Marda and his co-founder, Stanford fourth-year Arjun Ramani, realized the need for an open data portal after working for The Stanford Daily. Ramani, who has a keen interest in data journalism, echoed an idea from a Stanford professor that “the plural of anecdote is data.”
“The tool of the journalist is oftentimes the interview,” Ramani says. “It would obviously be enhanced a lot by having many, many different anecdotes all pulled together in the data set.”
Ramani realized there were two likely reasons why such a centralized data portal didn’t already exist: The University may not have invested enough in the idea, or it may have intentionally decided not to publicize some data. In either case, Ramanai and Marda set to work. By September 2019, their site was fully functional.
The Stanford duo’s open data project was directly inspired by their journalistic endeavors. According to Shukla, the Northwestern team had similar motivations, hoping to provide resources for on-campus publications’ use.
“In an age of misinformation, data is everything. You can ground arguments in data, and data effectively becomes the ground truth for a lot of essays or articles or policies,” Shukla says. “There's another point to consider, which is that data may not often tell the entirety of the story.”
Both groups are advocating for better open data policy on their campuses and nationally, and pursuing partnerships with students organizations and other stakeholders.
Data governance entails looking at the potential for harm, weighing risks versus benefits and verifying the reliability of data. One college-specific problem arises with the use of self-reported data, which is often collected from campus surveys. Since it is harder to verify the reliability of this data, they need to make additional risk assessments, according to Ramani.
“I do think it's important to have [usable] information ... but I also think it's critical that there are questions that precede the use of the data,” Prachand says. “What is it that the data might help answer? My hope is that this [project] may spark additional interest in asking the question and finding out what data can be available more publicly or in a way or format that is more digestible.”
Some frameworks for student privacy protection already exist. For example, Prachand’s office will not publish demographic data if fewer than five to seven students hold a particular identity and the specificity of the data could put them at risk of identification.
For Marda, the mission of the project goes beyond the data of any one student, reflecting a larger need to safeguard and empower those who are more vulnerable.
“Good data governance isn't just about protecting the privacy of individuals, which is often how it's framed,” Marda says. “It’s not just about harm reduction but also about how we can make sure that open data serves the interests of communities that are often not served by existing systems and stuctures.

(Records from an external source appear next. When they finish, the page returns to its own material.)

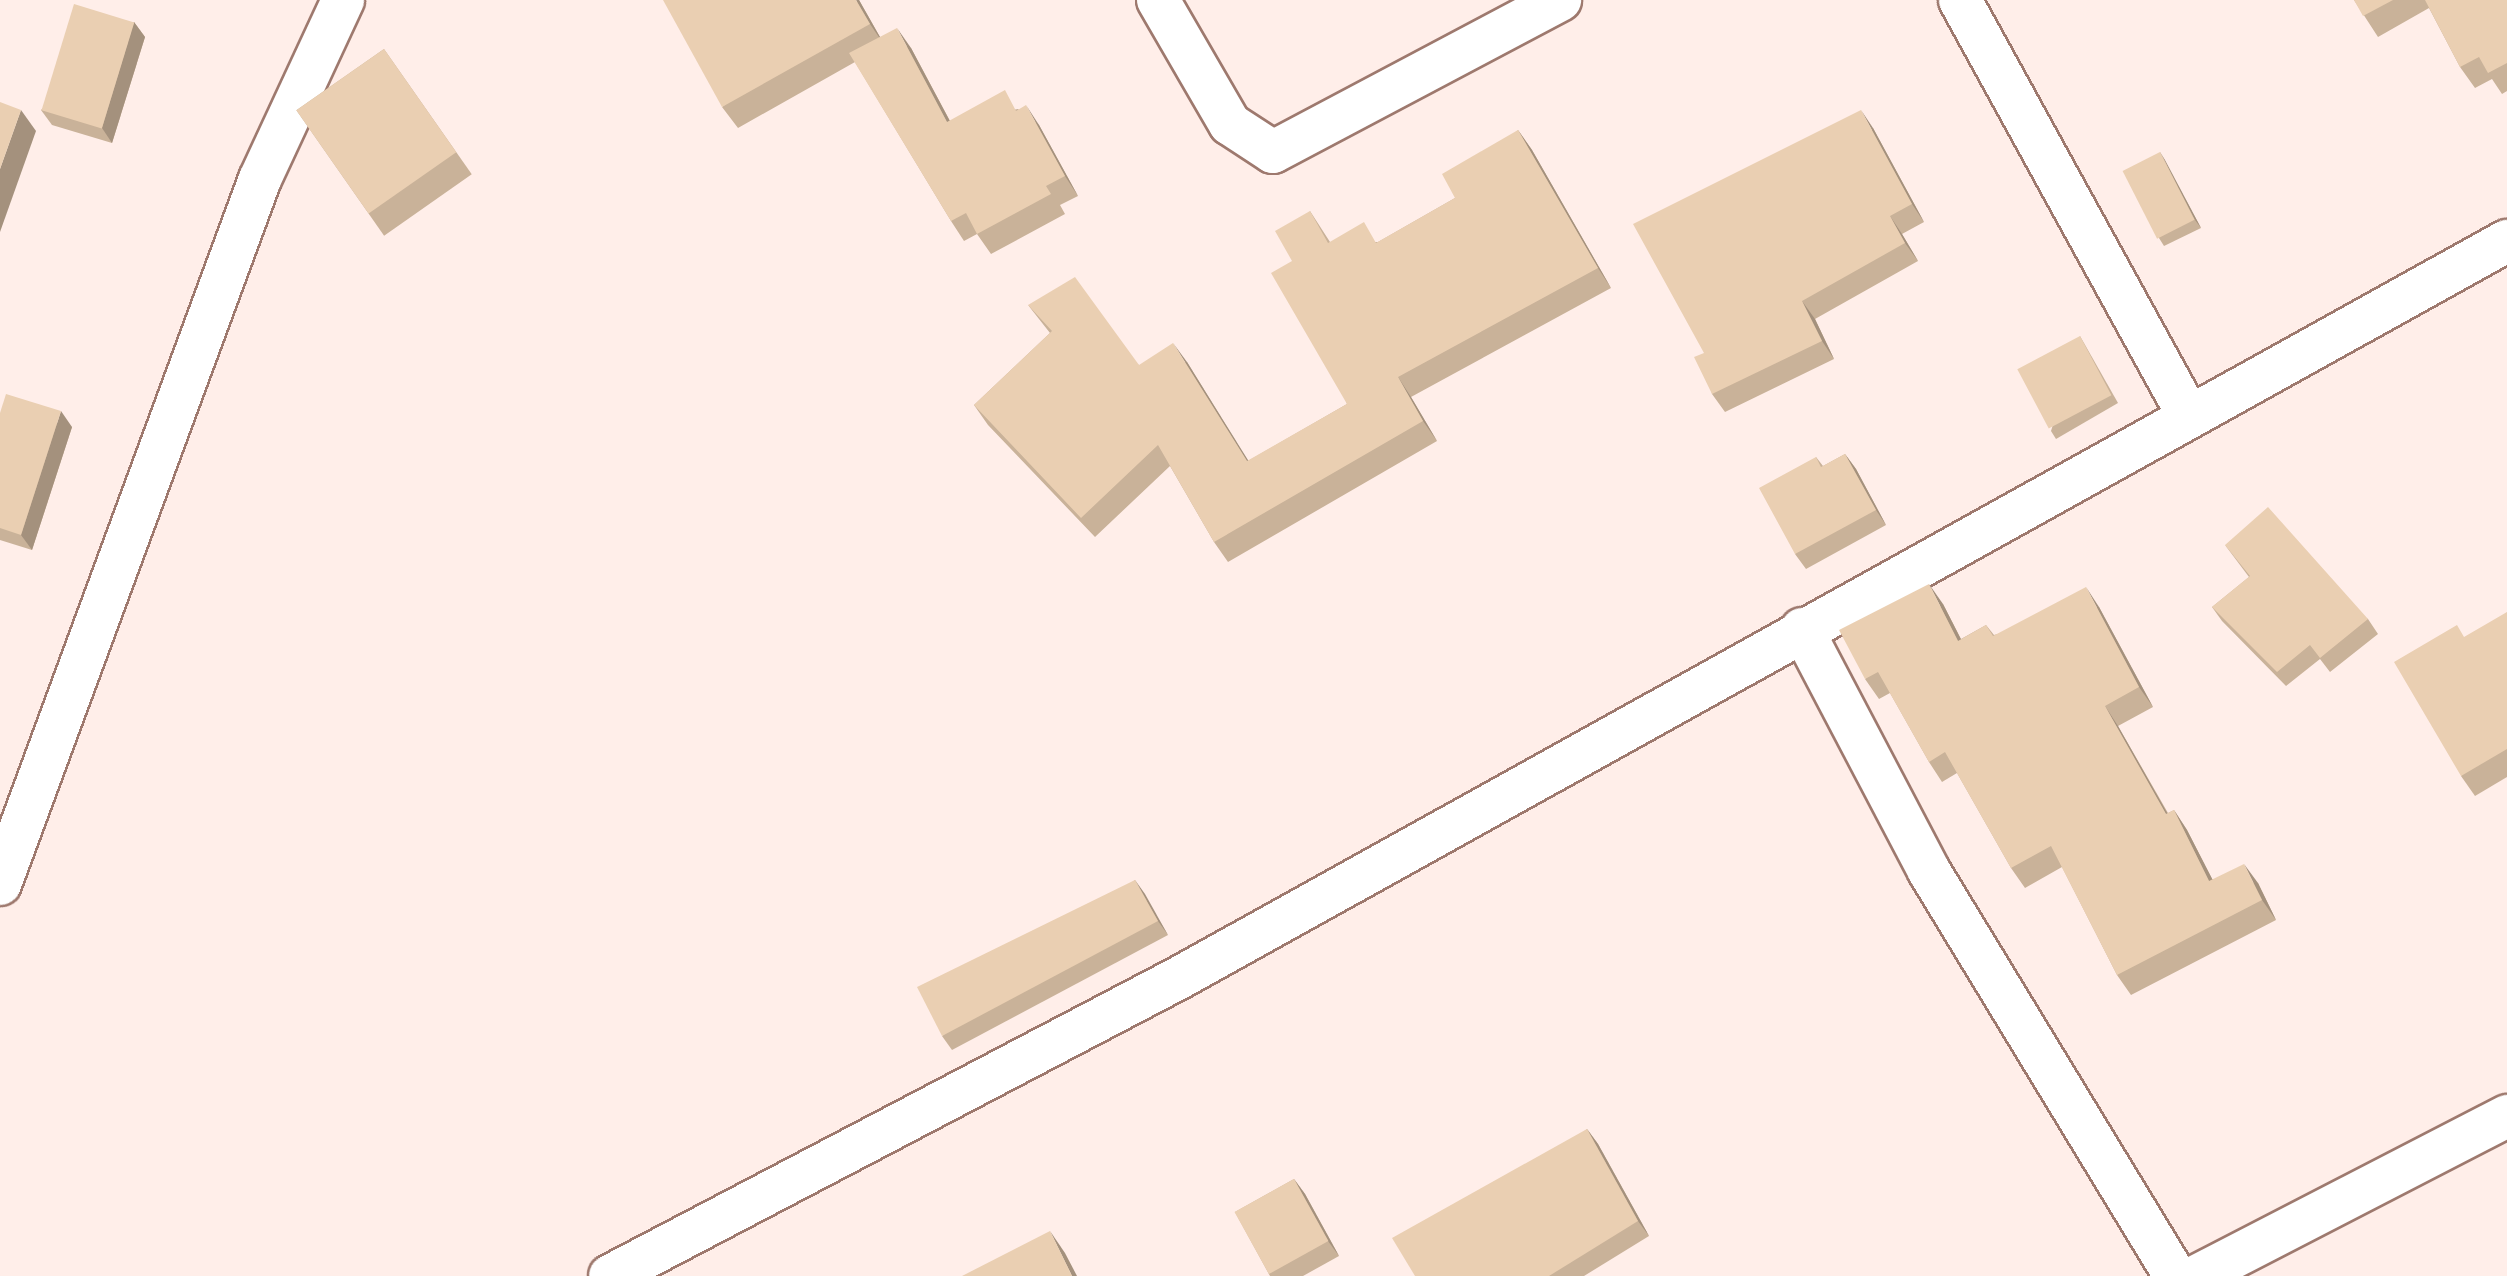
<!DOCTYPE html>
<style>
body{margin:0}
#map{position:relative;width:2507px;height:1276px;overflow:hidden;background:#ffeee9;font-family:Inter,sans-serif}
div>[style]{position:absolute}
.roads{filter:drop-shadow(2px 0 #9e796e) drop-shadow(-2px 0 #9e796e) drop-shadow(0 2px #9e796e) drop-shadow(0 -2px #9e796e)}
.minor>*{height:42px;margin:-21px;padding:0 21px;transform-origin:21px;border-radius:21px;background:#fff}
.wall>*{inset:0;background:#c9b299;transform-origin:0 0}
.shaded-wall>*{inset:0;background:#a4917d}
.building>*{inset:0;background:#eacfb2;transform-origin:0 0}
span{translate:-50% -50%;white-space:nowrap;text-align:center;line-height:1.15;-webkit-text-stroke:10px #fff;paint-order:stroke}
</style>
<div id="map">
<div class="roads">
<div class="minor">
<div style="left:1158px;top:0;width:143px;rotate:59.9deg"></div>
<div style="left:1230px;top:124px;width:51px;rotate:33.1deg"></div>
<div style="left:1273px;top:152px;width:325px;rotate:-27.9deg"></div>
<div style="left:1960px;top:0;width:476px;rotate:61.2deg"></div>
<div style="left:1802px;top:629px;width:273px;rotate:62.3deg"></div>
<div style="left:1929px;top:871px;width:474px;rotate:58.7deg"></div>
<div style="left:0;top:884px;width:751px;rotate:-69.76deg"></div>
<div style="left:260px;top:179px;width:197px;rotate:-65.1deg"></div>
<div style="left:610px;top:1276px;width:640px;rotate:-27.65deg"></div>
<div style="left:1177px;top:979px;width:1521px;rotate:-29.03deg"></div>
<div style="left:2197px;top:1276px;width:349px;rotate:-27.3deg"></div>
</div>
</div>
<div class="wall">
<div style="clip-path:polygon(859px 0,880px 37px,911px 48px,950px 121px,1018px 109px,1039px 125px,1078px 196px,1060px 205px,1065px 214px,991px 254px,977px 234px,964px 241px,951px 221px,855px 62px,738px 128px,722px 107px)"></div>
<div style="clip-path:polygon(2354px 0,2507px 0,2507px 91px,2502px 94px,2492px 79px,2475px 88px,2460px 67px,2429px 8px,2378px 37px)"></div>
<div style="clip-path:polygon(134px 22px,145px 37px,112px 143px,52px 125px,41px 110px)"></div>
<div style="left:384px;top:49px;width:153px;height:107px;rotate:55deg"></div>
<div style="clip-path:polygon(1873px 128px,1924px 222px,1902px 234px,1918px 261px,1815px 319px,1834px 359px,1725px 412px,1712px 394px,1704px 353px)"></div>
<div style="clip-path:polygon(1518px 130px,1532px 150px,1611px 288px,1411px 397px,1437px 441px,1228px 562px,1214px 542px,1170px 466px,1095px 537px,988px 425px,974px 405px,1050px 333px,1028px 305px,1139px 365px,1187px 362px,1248px 461px,1347px 404px,1292px 261px,1310px 211px,1330px 242px,1378px 242px,1455px 198px)"></div>
<div style="clip-path:polygon(2160px 152px,2201px 228px,2164px 246px,2159px 238px)"></div>
<div style="clip-path:polygon(2080px 336px,2118px 403px,2056px 439px,2051px 431px)"></div>
<div style="clip-path:polygon(0 413px,72px 427px,32px 550px,0 540px)"></div>
<div style="clip-path:polygon(1845px 454px,1856px 469px,1886px 525px,1806px 569px,1795px 554px,1816px 457px,1823px 466px)"></div>
<div style="clip-path:polygon(2225px 545px,2368px 619px,2378px 634px,2330px 672px,2320px 659px,2286px 686px,2222px 621px,2212px 607px,2249px 577px)"></div>
<div style="clip-path:polygon(1943px 604px,1961px 639px,1986px 625px,1994px 635px,2099px 607px,2153px 707px,2118px 726px,2168px 813px,2174px 810px,2187px 830px,2212px 879px,2258px 883px,2276px 920px,2131px 995px,2117px 975px,2062px 867px,2025px 888px,2011px 868px,1957px 773px,1942px 782px,1929px 762px,1890px 693px,1879px 699px,1865px 679px)"></div>
<div style="clip-path:polygon(2507px 612px,2507px 777px,2475px 796px,2461px 776px)"></div>
<div style="clip-path:polygon(1135px 880px,1168px 935px,952px 1050px,942px 1036px)"></div>
<div style="clip-path:polygon(1587px 1129px,1598px 1144px,1649px 1236px,1584px 1276px,1415px 1276px)"></div>
<div style="clip-path:polygon(1294px 1179px,1305px 1194px,1339px 1256px,1303px 1276px,1270px 1276px,1235px 1212px)"></div>
</div>
<div class="shaded-wall">
<div style="clip-path:polygon(856px 0,859px 0,885px 46px,870px 24px)"></div>
<div style="clip-path:polygon(134px 22px,145px 37px,112px 143px,102px 128px)"></div>
<div style="clip-path:polygon(897px 28px,911px 48px,961px 142px,947px 122px)"></div>
<div style="clip-path:polygon(1026px 105px,1039px 125px,1078px 196px,1065px 176px)"></div>
<div style="clip-path:polygon(21px 110px,36px 131px,0 232px,0 169px)"></div>
<div style="clip-path:polygon(1861px 110px,1873px 128px,1924px 222px,1912px 204px)"></div>
<div style="clip-path:polygon(1518px 130px,1532px 150px,1611px 288px,1598px 268px)"></div>
<div style="clip-path:polygon(2160px 152px,2165px 160px,2201px 228px,2195px 220px)"></div>
<div style="clip-path:polygon(1890px 216px,1902px 234px,1918px 261px,1905px 243px)"></div>
<div style="clip-path:polygon(1802px 301px,1815px 319px,1834px 359px,1822px 341px)"></div>
<div style="clip-path:polygon(1173px 343px,1187px 362px,1261px 481px,1247px 461px)"></div>
<div style="clip-path:polygon(1398px 377px,1411px 397px,1437px 441px,1423px 421px)"></div>
<div style="clip-path:polygon(61px 411px,72px 427px,32px 550px,21px 535px)"></div>
<div style="clip-path:polygon(1845px 454px,1856px 469px,1886px 525px,1876px 510px)"></div>
<div style="clip-path:polygon(1929px 584px,1943px 604px,1972px 661px,1958px 641px)"></div>
<div style="clip-path:polygon(2086px 587px,2099px 607px,2153px 707px,2139px 687px)"></div>
<div style="clip-path:polygon(2105px 706px,2118px 726px,2179px 834px,2166px 814px)"></div>
<div style="clip-path:polygon(2174px 810px,2187px 830px,2223px 900px,2209px 881px)"></div>
<div style="clip-path:polygon(2244px 864px,2258px 883px,2276px 920px,2262px 900px)"></div>
<div style="clip-path:polygon(1135px 880px,1145px 894px,1168px 935px,1158px 921px)"></div>
<div style="clip-path:polygon(1587px 1129px,1598px 1144px,1649px 1236px,1638px 1221px)"></div>
<div style="clip-path:polygon(1294px 1179px,1305px 1194px,1339px 1256px,1328px 1241px)"></div>
<div style="clip-path:polygon(1050px 1231px,1065px 1253px,1077px 1276px,1072px 1276px)"></div>
</div>
<div class="building">
<div style="clip-path:polygon(663px 0,856px 0,870px 24px,722px 107px)"></div>
<div style="clip-path:polygon(2354px 0,2393px 0,2363px 16px)"></div>
<div style="clip-path:polygon(2425px 0,2507px 0,2507px 63px,2488px 73px,2479px 57px,2460px 67px)"></div>
<div style="left:74px;top:4px;width:63px;height:111px;rotate:17deg"></div>
<div style="clip-path:polygon(897px 28px,947px 122px,1005px 90px,1016px 111px,1026px 105px,1065px 176px,1046px 186px,1051px 194px,977px 234px,966px 213px,951px 221px,849px 53px)"></div>
<div style="left:384px;top:49px;width:126px;height:107px;rotate:55deg"></div>
<div style="clip-path:polygon(0 102px,21px 110px,0 169px)"></div>
<div style="clip-path:polygon(1861px 110px,1912px 204px,1890px 216px,1905px 243px,1802px 301px,1822px 341px,1712px 394px,1694px 357px,1704px 353px,1633px 224px)"></div>
<div style="clip-path:polygon(1518px 130px,1598px 268px,1398px 377px,1423px 421px,1214px 542px,1158px 445px,1081px 518px,974px 405px,1052px 331px,1028px 305px,1075px 277px,1139px 365px,1173px 343px,1247px 461px,1347px 404px,1271px 273px,1292px 261px,1275px 231px,1310px 211px,1328px 243px,1364px 222px,1376px 243px,1455px 198px,1442px 174px)"></div>
<div style="left:2160px;top:152px;width:76px;height:42px;rotate:63deg"></div>
<div style="left:2080px;top:336px;width:67px;height:71px;rotate:62deg"></div>
<div style="clip-path:polygon(6px 394px,61px 411px,21px 535px,0 528px,0 413px)"></div>
<div style="clip-path:polygon(1845px 454px,1876px 510px,1795px 554px,1759px 488px,1816px 457px,1821px 467px)"></div>
<div style="clip-path:polygon(2268px 507px,2368px 619px,2320px 658px,2310px 645px,2277px 672px,2212px 607px,2250px 576px,2225px 545px)"></div>
<div style="clip-path:polygon(1929px 584px,1958px 641px,1986px 625px,1993px 636px,2086px 587px,2139px 687px,2105px 706px,2166px 814px,2174px 810px,2209px 881px,2244px 864px,2262px 900px,2117px 975px,2051px 846px,2011px 868px,1945px 752px,1929px 762px,1878px 672px,1865px 679px,1839px 630px)"></div>
<div style="clip-path:polygon(2507px 612px,2507px 749px,2461px 776px,2394px 662px,2457px 625px,2464px 637px)"></div>
<div style="clip-path:polygon(1135px 880px,1158px 921px,942px 1036px,917px 987px)"></div>
<div style="clip-path:polygon(1587px 1129px,1638px 1221px,1549px 1276px,1415px 1276px,1392px 1238px)"></div>
<div style="left:1294px;top:1179px;width:71px;height:68px;rotate:61deg"></div>
<div style="clip-path:polygon(1050px 1231px,1072px 1276px,962px 1276px)"></div>
</div>
</div>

In that vein, the open data projects aim to engage student activists, allowing them to organize petitions or letters addressed to the universities around data sets available through the portal. They would also include a website listing data sets that have been requested by community members that the University has failed to provide.
“It’s also about making sure that the concerns of communities at the greatest risk of harm are considered throughout the entire data life cycle, from when data is collected to how it’s cleaned to where it’s published and then how it’s used afterwards,” says Marda.
Dealing with open data can raise ethical concerns, especially in a university context. Questions surrounding the integrity of the data, what data is available, who has access to it and how this can be controlled need to be addressed before any data can be published for public use.
In an effort to collaborate, some students on Northwestern and Stanford’s data teams are working on a handbook for other students to start their own campus data portals, planning to meet once a week in spring quarter to develop the guide. It will include a data governance section that details how to select data and the considerations that need to be taken. While much of the content is borrowed from existing data governance literature, according to Marda and Ramani, the principles had to be distilled to be useful for creating data portals at universities.
Having an institution-wide approach to cleaning up and defining data puts a standard structure in place to catch and rectify errors, Prachand says. He warns, “if we each have our own version, there’s no truth.”